Your instructions: What should come back is the data below, word for word, minus any picture.

____

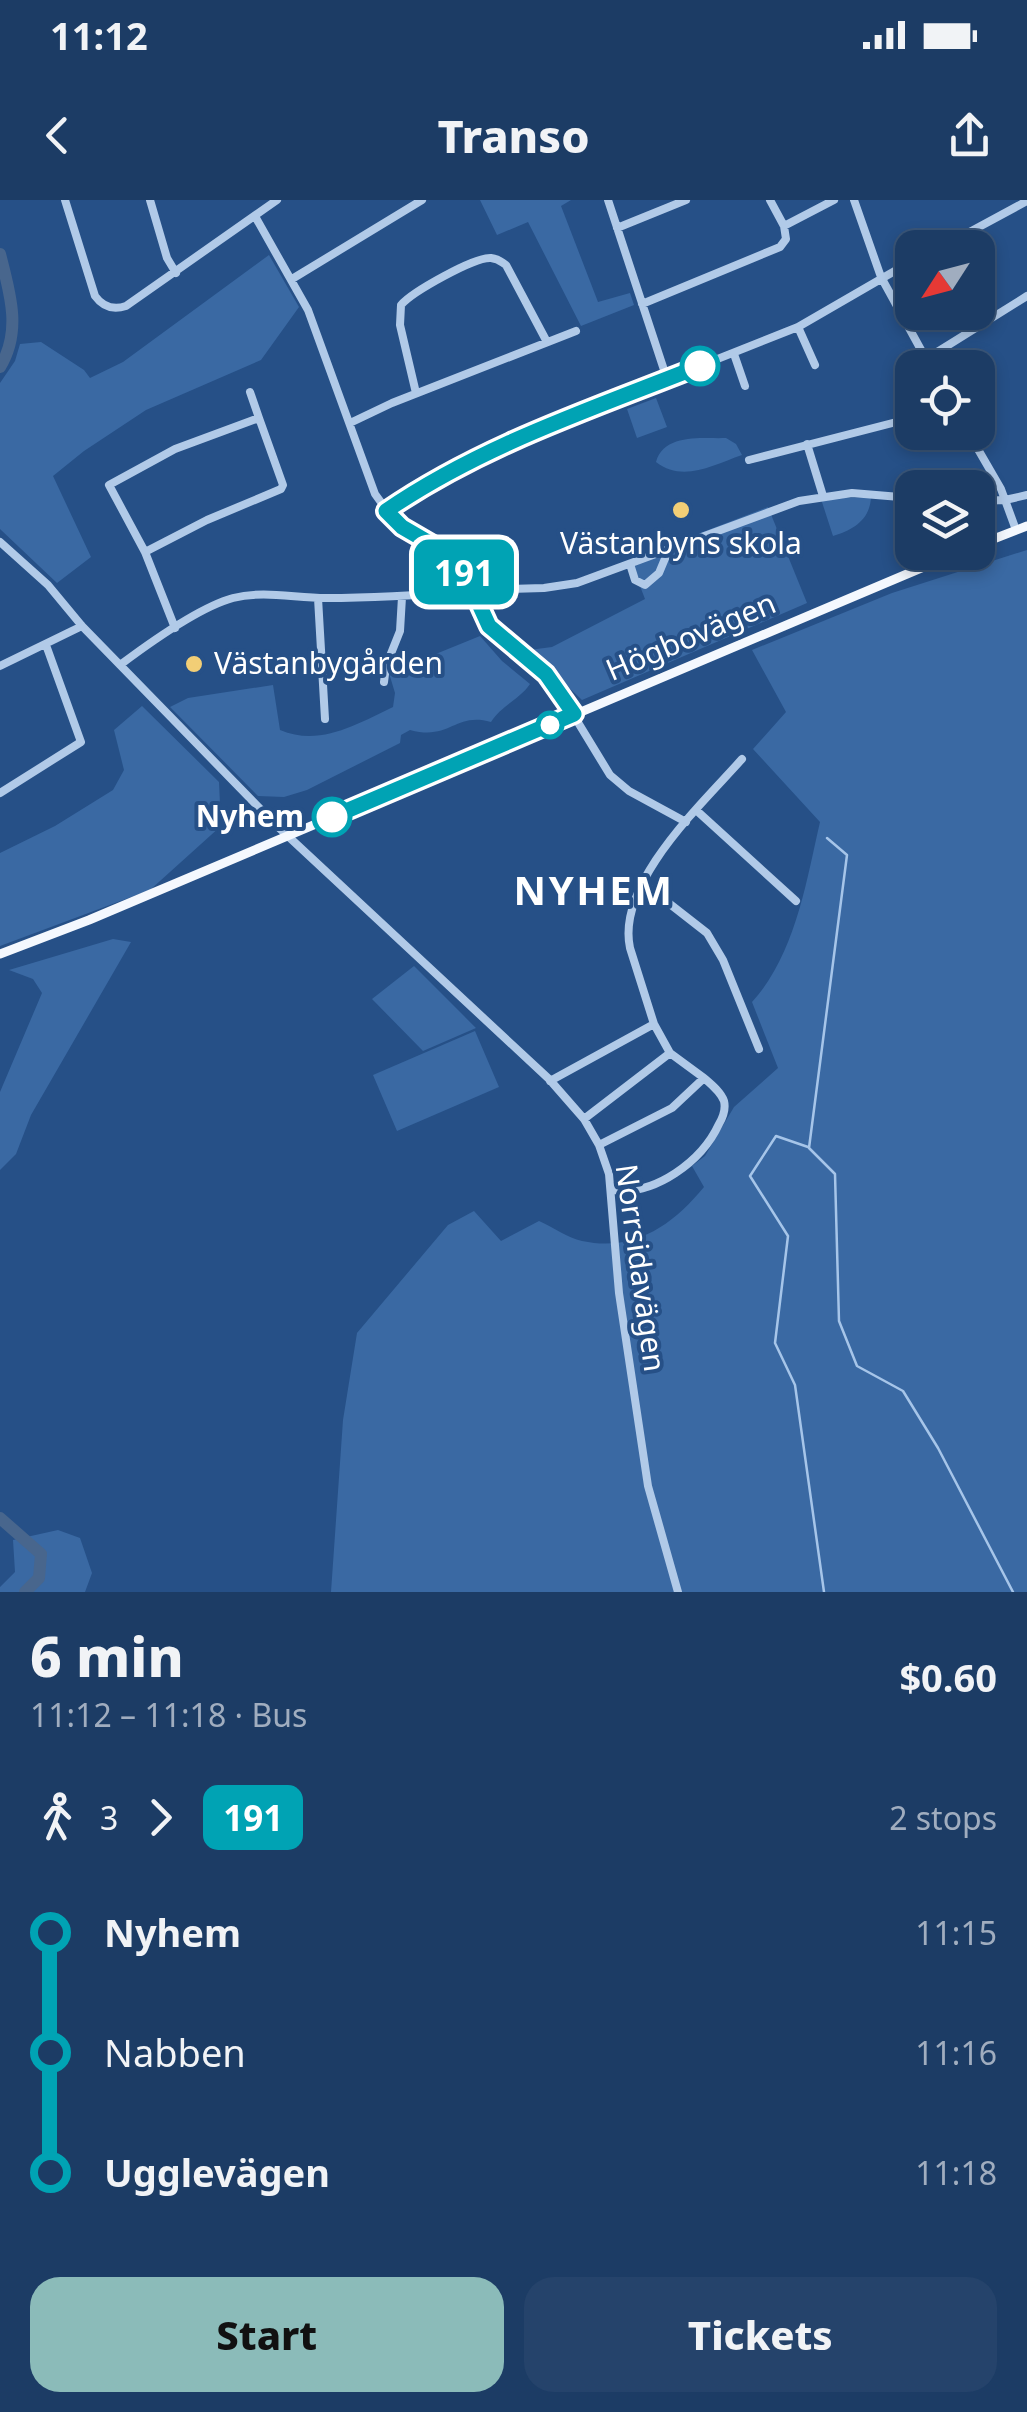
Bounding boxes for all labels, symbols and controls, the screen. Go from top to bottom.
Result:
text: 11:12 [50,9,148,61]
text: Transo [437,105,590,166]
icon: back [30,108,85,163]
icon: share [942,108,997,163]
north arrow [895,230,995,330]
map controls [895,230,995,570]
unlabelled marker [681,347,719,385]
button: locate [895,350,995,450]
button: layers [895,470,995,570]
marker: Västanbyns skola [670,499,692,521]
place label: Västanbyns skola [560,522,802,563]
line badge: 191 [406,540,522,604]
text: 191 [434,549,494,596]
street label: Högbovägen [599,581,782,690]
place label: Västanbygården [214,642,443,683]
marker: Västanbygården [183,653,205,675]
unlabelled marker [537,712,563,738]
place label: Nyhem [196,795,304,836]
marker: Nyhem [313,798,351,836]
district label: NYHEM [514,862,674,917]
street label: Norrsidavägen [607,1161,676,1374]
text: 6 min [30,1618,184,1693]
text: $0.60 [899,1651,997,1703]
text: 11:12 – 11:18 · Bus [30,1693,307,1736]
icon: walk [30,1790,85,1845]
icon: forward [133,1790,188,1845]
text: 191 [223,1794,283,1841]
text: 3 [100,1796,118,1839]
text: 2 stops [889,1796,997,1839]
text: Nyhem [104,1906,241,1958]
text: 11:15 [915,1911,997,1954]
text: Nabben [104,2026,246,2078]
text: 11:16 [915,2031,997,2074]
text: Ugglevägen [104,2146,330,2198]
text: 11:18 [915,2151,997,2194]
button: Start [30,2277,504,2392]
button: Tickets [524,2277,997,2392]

____

Output below:
Bounding boxes for all labels, symbols and controls, the screen. Go from top to bottom.
Result:
text: 11:12 [50,9,148,61]
text: Transo [437,105,590,166]
icon: back [30,108,85,163]
icon: share [942,108,997,163]
north arrow [895,230,995,330]
map controls [895,230,995,570]
unlabelled marker [681,347,719,385]
button: locate [895,350,995,450]
button: layers [895,470,995,570]
marker: Västanbyns skola [670,499,692,521]
place label: Västanbyns skola [560,522,802,563]
line badge: 191 [406,540,522,604]
text: 191 [434,549,494,596]
street label: Högbovägen [599,581,782,690]
place label: Västanbygården [214,642,443,683]
marker: Västanbygården [183,653,205,675]
unlabelled marker [537,712,563,738]
place label: Nyhem [196,795,304,836]
marker: Nyhem [313,798,351,836]
district label: NYHEM [514,862,674,917]
street label: Norrsidavägen [607,1161,676,1374]
text: 6 min [30,1618,184,1693]
text: $0.60 [899,1651,997,1703]
text: 11:12 – 11:18 · Bus [30,1693,307,1736]
icon: walk [30,1790,85,1845]
icon: forward [133,1790,188,1845]
text: 191 [223,1794,283,1841]
text: 3 [100,1796,118,1839]
text: 2 stops [889,1796,997,1839]
text: Nyhem [104,1906,241,1958]
text: 11:15 [915,1911,997,1954]
text: Nabben [104,2026,246,2078]
text: 11:16 [915,2031,997,2074]
text: Ugglevägen [104,2146,330,2198]
text: 11:18 [915,2151,997,2194]
button: Start [30,2277,504,2392]
button: Tickets [524,2277,997,2392]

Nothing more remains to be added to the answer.